INSTRUCTIONS TO FOLLOW> Out of the entries that follow, copy each line containing "sans".

DATA>
BEGIN
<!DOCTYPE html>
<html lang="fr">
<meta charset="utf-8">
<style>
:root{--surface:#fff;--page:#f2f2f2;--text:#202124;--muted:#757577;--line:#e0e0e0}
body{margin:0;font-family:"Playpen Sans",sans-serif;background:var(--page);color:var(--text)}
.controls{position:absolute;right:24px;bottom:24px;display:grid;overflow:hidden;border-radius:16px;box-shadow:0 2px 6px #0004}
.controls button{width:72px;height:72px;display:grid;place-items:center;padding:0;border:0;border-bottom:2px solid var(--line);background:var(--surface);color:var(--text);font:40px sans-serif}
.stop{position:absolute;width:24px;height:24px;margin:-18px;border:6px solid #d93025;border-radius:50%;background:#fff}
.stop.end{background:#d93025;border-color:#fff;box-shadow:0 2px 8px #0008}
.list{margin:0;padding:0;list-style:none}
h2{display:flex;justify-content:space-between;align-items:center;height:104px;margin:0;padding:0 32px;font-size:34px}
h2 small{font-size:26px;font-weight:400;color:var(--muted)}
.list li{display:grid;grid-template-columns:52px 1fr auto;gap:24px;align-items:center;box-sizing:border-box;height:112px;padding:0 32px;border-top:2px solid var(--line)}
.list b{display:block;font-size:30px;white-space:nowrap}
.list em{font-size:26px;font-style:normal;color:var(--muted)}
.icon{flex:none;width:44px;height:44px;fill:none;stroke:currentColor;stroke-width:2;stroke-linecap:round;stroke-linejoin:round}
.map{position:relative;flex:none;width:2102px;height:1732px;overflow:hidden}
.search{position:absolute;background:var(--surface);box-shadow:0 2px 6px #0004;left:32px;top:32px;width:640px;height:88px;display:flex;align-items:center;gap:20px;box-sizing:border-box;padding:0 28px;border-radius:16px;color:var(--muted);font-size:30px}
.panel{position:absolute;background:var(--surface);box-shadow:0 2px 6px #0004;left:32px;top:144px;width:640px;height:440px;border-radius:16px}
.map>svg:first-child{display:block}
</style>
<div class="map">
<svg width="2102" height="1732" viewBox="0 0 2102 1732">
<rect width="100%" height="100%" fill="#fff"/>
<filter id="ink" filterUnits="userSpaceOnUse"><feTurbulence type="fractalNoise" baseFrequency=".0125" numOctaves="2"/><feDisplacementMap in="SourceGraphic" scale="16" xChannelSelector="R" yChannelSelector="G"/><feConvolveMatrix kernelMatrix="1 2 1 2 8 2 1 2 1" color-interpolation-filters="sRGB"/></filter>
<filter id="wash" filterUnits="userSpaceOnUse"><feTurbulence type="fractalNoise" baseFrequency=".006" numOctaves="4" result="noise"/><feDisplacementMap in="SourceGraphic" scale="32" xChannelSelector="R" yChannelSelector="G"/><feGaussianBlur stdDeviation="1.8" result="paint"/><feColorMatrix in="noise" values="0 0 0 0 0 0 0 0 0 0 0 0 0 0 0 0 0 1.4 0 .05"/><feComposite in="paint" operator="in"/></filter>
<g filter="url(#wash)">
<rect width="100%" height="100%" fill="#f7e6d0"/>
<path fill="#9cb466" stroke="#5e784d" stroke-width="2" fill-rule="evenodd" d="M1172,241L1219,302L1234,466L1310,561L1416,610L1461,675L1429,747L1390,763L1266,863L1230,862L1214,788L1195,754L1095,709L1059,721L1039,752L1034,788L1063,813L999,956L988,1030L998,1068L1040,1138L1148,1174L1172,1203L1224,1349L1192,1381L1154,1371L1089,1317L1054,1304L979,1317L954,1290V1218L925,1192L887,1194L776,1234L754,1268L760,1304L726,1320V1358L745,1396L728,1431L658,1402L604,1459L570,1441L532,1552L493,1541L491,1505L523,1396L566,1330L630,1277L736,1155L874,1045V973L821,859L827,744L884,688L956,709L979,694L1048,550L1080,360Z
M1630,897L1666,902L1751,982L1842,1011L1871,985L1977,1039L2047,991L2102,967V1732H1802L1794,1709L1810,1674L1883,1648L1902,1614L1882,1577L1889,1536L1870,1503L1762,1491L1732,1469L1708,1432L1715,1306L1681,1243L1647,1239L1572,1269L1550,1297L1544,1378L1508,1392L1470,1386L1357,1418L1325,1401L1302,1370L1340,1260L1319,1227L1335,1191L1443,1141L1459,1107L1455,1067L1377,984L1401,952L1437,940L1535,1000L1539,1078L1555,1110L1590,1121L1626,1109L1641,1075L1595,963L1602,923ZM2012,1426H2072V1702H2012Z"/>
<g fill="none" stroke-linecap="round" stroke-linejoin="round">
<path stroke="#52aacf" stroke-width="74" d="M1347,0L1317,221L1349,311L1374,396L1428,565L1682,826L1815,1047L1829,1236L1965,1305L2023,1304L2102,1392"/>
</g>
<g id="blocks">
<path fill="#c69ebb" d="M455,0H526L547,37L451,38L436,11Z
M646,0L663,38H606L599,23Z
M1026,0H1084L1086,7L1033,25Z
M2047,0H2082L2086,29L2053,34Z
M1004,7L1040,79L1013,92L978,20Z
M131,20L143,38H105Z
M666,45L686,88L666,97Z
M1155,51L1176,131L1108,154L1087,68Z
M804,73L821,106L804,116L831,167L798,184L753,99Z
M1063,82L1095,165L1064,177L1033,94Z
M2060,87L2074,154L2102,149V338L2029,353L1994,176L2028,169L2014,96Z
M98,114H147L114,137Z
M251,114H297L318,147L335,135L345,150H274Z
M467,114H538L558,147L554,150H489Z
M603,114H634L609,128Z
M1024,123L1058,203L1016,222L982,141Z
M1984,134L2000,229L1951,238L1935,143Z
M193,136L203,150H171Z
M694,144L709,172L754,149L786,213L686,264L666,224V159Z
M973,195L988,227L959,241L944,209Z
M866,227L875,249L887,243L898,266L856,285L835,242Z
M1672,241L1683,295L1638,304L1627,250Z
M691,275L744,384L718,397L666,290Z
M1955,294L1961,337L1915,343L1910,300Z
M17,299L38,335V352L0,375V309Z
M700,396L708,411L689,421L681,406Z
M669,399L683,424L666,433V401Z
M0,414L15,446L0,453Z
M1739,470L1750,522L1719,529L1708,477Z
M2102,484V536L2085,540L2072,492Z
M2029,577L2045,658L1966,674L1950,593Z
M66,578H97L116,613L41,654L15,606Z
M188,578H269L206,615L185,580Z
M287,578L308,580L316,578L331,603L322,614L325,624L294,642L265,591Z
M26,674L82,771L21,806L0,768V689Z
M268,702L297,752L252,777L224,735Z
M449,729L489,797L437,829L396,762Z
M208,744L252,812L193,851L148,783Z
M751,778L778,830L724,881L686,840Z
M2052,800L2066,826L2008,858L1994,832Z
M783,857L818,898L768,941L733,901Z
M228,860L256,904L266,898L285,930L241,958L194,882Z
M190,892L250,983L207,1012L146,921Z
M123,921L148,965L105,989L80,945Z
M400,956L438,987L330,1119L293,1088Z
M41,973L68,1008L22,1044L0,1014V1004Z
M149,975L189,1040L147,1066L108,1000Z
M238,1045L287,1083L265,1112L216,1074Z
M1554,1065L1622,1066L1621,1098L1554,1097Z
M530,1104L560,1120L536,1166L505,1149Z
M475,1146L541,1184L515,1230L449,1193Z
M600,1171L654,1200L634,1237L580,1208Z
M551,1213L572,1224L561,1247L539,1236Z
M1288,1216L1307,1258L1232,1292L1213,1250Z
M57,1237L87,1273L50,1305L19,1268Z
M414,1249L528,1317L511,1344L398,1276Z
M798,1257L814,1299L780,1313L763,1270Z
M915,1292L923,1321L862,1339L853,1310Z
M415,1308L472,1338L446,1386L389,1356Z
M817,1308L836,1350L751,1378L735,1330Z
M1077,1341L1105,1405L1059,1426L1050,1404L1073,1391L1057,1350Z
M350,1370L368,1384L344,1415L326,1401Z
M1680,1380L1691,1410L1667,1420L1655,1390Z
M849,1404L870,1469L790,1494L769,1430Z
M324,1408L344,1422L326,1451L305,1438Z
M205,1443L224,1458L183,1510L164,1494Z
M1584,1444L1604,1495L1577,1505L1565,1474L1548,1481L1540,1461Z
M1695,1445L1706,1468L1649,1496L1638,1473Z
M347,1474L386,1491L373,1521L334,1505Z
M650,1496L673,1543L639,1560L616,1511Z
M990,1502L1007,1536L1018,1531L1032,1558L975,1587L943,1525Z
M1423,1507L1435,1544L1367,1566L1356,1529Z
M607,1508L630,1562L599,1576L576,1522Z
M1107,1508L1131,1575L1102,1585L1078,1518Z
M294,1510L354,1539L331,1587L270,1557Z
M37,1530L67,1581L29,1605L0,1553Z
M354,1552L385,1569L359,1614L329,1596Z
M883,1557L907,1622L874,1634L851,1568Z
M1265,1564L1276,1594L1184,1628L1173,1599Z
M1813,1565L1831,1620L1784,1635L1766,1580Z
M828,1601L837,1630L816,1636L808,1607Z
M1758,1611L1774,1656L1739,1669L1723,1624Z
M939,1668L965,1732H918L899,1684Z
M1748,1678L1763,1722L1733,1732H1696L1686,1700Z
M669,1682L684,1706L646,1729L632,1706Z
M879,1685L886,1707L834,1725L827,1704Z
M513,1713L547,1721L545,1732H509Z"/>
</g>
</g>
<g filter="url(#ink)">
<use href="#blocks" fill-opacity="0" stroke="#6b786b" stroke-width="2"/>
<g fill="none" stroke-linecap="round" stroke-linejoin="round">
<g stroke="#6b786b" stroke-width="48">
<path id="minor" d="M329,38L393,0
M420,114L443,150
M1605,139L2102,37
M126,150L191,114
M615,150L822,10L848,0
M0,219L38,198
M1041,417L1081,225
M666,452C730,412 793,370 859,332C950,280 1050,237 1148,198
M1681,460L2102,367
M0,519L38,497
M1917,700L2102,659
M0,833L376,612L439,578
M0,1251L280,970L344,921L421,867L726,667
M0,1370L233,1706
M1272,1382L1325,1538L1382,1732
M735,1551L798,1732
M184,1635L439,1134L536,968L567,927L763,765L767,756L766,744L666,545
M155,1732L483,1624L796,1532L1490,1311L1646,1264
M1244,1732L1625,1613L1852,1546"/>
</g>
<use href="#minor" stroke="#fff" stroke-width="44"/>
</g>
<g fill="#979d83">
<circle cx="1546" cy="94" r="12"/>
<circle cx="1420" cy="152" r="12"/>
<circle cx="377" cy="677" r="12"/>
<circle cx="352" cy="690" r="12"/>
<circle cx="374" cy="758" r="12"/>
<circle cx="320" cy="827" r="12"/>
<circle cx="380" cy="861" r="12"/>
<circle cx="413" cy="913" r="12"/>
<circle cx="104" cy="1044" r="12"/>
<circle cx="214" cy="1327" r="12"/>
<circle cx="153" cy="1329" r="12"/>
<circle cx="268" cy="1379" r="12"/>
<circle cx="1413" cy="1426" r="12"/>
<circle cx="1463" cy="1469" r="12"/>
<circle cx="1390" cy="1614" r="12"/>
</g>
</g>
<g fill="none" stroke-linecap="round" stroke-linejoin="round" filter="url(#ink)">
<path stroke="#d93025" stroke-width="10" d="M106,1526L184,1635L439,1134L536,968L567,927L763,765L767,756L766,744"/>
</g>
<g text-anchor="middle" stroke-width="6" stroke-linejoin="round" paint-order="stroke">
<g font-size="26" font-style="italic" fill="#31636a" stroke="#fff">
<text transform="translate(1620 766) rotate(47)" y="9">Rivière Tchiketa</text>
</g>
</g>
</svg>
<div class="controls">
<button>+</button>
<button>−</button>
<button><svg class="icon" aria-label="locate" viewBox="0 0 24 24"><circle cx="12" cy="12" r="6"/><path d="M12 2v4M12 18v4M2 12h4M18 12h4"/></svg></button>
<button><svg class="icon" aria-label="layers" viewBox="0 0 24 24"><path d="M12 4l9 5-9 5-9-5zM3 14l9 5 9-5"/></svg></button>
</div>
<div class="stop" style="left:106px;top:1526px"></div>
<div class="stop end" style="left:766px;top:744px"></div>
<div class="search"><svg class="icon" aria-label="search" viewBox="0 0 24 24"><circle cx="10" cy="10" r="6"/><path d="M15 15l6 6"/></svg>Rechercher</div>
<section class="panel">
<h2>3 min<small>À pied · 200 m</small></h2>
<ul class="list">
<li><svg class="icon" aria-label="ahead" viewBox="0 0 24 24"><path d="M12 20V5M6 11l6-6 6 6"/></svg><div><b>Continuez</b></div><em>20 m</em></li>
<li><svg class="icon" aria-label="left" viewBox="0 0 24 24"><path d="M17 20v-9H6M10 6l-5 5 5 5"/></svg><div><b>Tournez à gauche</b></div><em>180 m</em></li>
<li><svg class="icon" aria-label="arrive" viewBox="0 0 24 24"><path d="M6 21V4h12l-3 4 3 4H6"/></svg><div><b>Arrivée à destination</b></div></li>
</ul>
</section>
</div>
END
BEGIN
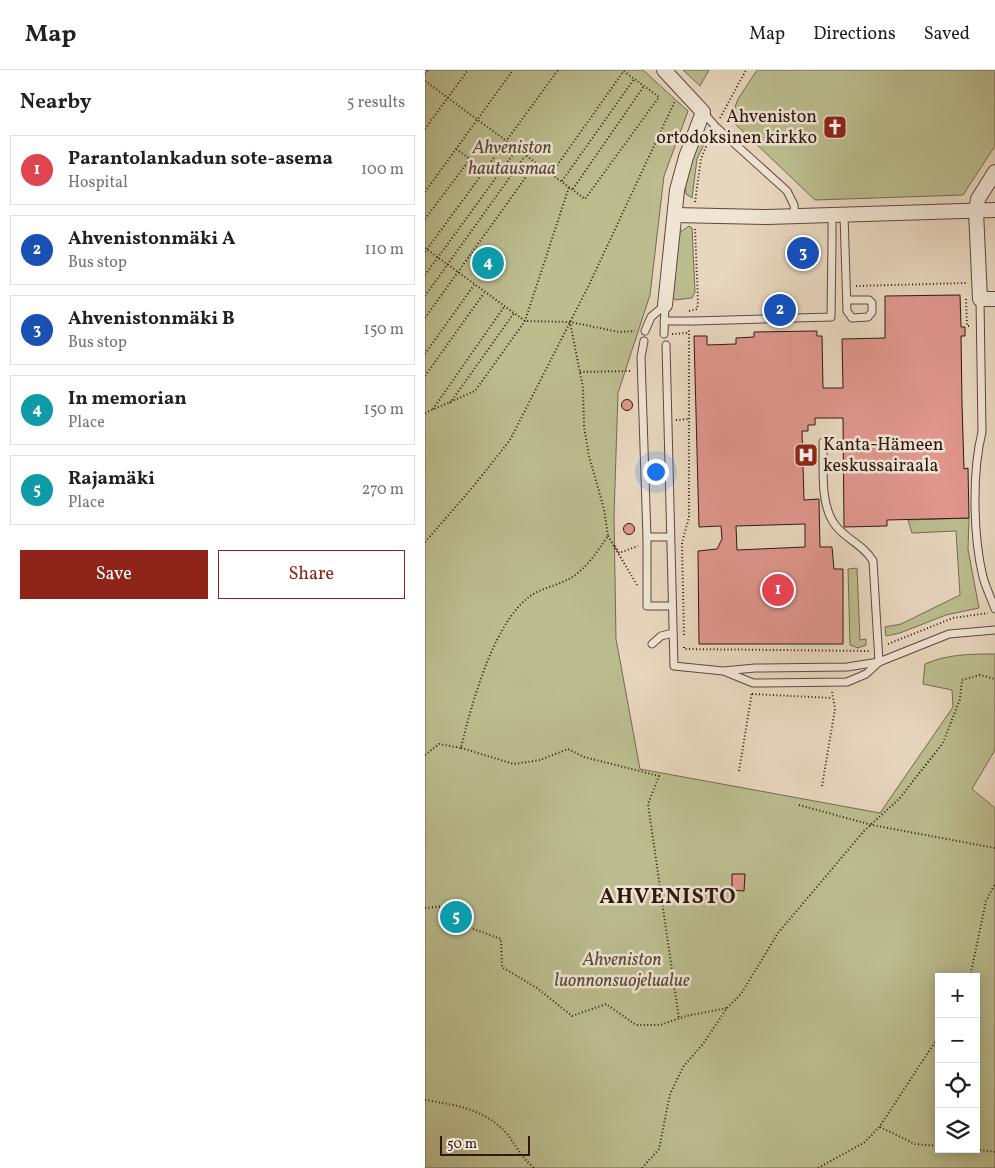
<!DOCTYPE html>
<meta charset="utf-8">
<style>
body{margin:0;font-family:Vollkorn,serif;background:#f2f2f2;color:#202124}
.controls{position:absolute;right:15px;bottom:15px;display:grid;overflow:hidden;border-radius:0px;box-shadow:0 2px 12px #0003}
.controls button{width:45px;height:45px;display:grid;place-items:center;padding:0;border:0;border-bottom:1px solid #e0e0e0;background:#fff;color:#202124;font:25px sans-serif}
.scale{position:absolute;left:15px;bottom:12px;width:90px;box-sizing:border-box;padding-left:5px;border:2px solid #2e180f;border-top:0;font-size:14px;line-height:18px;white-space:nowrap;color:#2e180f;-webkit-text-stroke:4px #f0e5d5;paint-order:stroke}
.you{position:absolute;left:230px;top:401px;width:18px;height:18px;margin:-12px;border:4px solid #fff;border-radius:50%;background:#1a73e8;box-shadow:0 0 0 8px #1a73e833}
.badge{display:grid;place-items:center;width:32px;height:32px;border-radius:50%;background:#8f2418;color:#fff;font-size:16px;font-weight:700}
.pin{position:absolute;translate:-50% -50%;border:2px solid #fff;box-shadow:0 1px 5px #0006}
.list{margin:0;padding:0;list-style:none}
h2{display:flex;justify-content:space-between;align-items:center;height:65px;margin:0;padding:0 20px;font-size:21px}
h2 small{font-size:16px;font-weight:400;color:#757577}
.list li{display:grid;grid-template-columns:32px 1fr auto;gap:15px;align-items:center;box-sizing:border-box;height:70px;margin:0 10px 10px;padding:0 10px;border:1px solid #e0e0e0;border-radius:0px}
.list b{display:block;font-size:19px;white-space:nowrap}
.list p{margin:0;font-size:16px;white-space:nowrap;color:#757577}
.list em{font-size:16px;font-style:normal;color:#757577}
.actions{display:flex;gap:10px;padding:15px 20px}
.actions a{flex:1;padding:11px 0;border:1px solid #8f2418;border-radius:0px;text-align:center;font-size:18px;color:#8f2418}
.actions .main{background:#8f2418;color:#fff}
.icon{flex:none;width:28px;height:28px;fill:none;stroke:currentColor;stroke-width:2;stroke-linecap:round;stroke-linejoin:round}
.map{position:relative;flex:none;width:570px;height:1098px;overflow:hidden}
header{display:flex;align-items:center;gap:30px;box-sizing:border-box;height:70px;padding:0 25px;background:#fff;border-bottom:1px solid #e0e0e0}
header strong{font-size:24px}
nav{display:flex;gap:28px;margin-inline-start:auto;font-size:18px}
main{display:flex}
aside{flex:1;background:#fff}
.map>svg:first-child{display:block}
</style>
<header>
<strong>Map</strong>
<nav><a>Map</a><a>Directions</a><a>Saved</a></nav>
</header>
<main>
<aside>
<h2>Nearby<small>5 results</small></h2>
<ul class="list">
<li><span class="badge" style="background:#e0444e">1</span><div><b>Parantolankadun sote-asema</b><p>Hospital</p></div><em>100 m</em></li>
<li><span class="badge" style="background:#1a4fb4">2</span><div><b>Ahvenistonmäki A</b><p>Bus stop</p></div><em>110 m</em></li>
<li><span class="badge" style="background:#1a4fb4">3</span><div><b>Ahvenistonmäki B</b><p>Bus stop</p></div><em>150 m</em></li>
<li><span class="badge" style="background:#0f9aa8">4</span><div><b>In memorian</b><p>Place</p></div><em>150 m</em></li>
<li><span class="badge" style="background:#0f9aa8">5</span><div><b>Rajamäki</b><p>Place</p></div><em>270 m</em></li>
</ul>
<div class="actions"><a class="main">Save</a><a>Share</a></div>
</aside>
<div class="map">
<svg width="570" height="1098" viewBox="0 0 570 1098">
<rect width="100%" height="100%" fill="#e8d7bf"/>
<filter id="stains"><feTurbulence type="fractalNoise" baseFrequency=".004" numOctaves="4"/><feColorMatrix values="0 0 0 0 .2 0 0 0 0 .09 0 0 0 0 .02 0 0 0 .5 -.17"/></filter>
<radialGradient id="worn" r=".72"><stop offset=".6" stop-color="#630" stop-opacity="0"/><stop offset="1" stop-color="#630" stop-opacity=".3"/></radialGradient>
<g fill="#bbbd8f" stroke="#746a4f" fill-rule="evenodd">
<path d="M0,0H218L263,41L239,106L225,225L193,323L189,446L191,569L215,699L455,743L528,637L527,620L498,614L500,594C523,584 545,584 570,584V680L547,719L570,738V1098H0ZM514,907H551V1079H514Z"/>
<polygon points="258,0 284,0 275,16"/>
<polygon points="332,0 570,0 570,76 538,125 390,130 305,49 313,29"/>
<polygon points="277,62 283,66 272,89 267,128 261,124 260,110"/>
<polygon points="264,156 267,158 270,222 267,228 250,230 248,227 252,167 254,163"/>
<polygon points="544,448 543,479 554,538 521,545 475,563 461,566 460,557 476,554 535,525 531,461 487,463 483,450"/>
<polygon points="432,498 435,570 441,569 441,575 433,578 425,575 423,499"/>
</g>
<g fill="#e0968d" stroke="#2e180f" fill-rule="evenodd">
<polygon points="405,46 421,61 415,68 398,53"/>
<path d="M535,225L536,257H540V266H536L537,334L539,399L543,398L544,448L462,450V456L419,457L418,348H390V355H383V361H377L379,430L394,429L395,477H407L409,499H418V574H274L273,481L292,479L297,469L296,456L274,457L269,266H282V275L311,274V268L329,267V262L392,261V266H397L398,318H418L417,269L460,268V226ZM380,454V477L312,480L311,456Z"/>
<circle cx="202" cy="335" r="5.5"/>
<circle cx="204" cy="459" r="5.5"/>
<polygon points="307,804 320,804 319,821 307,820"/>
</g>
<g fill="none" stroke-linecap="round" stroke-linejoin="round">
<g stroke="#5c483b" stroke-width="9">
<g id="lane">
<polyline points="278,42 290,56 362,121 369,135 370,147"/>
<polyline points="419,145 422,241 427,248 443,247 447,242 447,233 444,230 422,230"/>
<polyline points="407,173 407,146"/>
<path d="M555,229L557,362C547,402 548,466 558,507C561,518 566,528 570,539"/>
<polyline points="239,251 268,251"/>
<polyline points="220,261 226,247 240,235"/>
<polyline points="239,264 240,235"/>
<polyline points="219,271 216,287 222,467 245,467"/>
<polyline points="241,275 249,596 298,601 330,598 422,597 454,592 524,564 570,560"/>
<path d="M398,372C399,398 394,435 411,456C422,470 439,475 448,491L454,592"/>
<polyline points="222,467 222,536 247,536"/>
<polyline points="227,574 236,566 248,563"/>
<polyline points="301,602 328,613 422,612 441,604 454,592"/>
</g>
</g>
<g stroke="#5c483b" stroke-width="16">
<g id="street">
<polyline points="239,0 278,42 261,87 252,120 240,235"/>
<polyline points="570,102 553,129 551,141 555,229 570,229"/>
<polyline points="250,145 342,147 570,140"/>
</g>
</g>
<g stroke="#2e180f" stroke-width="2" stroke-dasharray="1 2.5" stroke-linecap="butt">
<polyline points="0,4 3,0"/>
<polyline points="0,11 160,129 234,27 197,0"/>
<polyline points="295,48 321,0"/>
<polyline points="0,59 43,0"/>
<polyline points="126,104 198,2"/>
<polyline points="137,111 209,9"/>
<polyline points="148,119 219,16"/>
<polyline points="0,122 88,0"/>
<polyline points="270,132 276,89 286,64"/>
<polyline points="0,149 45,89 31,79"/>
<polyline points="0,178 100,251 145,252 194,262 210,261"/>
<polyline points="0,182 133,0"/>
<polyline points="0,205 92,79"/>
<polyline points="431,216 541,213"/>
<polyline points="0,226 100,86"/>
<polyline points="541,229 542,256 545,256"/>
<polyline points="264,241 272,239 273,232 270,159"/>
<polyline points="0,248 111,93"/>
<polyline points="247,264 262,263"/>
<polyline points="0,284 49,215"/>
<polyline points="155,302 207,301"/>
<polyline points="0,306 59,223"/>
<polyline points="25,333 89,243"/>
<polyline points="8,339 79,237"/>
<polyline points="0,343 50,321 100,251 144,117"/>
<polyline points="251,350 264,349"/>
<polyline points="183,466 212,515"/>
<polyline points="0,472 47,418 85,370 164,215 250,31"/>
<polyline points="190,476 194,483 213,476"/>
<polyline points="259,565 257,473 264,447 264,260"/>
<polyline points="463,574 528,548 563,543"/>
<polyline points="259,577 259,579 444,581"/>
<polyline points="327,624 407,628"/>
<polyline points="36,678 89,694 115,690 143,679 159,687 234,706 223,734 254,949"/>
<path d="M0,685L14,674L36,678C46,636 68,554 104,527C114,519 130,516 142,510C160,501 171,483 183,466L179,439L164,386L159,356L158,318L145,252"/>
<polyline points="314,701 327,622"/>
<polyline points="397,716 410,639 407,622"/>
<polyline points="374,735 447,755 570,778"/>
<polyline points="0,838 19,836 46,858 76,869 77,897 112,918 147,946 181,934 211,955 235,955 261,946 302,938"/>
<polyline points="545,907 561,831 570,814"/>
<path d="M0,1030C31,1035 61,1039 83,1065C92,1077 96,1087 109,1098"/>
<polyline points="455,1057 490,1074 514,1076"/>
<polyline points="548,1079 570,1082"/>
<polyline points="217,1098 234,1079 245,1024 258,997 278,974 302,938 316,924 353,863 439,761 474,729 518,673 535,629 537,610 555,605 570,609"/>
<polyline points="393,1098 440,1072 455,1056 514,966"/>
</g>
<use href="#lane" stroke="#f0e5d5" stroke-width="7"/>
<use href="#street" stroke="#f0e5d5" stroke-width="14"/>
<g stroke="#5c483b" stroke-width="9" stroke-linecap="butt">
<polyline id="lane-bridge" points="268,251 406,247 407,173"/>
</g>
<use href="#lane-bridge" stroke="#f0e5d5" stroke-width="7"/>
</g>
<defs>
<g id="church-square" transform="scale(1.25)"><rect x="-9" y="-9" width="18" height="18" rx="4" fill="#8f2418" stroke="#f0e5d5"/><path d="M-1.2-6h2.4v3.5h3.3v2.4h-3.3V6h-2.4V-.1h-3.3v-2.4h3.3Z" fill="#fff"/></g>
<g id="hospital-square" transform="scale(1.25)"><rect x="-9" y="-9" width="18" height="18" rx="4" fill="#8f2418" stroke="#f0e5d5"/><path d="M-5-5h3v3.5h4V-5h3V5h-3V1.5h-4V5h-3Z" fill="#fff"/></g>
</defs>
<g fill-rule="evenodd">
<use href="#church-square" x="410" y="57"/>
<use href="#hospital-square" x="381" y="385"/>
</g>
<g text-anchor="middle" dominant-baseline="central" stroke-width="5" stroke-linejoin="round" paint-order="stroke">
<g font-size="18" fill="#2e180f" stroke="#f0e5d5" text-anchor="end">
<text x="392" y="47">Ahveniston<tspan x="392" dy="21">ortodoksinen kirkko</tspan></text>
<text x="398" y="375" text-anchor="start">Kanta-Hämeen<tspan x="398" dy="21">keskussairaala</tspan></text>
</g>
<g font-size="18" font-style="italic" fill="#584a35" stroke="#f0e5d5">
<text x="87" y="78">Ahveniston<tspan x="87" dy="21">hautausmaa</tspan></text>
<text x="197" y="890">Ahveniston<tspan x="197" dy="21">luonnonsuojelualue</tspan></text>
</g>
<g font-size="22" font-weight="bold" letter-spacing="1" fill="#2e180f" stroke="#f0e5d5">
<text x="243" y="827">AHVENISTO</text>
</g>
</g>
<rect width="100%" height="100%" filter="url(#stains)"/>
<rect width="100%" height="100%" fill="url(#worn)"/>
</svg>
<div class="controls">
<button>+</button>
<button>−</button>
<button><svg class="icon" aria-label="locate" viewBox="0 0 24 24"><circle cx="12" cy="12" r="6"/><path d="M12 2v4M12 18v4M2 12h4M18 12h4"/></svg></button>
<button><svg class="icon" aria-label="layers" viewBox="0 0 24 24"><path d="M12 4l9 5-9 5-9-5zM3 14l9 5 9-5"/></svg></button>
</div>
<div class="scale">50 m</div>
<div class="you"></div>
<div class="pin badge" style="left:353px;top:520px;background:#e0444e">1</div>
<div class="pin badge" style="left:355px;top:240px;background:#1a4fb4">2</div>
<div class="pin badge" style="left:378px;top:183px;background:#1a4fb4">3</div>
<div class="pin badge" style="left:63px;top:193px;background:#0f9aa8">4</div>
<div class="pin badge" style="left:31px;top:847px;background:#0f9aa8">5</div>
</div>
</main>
END
PROBLEM SOLUTION>
body{margin:0;font-family:"Playpen Sans",sans-serif;background:var(--page);color:var(--text)}
.controls button{width:72px;height:72px;display:grid;place-items:center;padding:0;border:0;border-bottom:2px solid var(--line);background:var(--surface);color:var(--text);font:40px sans-serif}
.controls button{width:45px;height:45px;display:grid;place-items:center;padding:0;border:0;border-bottom:1px solid #e0e0e0;background:#fff;color:#202124;font:25px sans-serif}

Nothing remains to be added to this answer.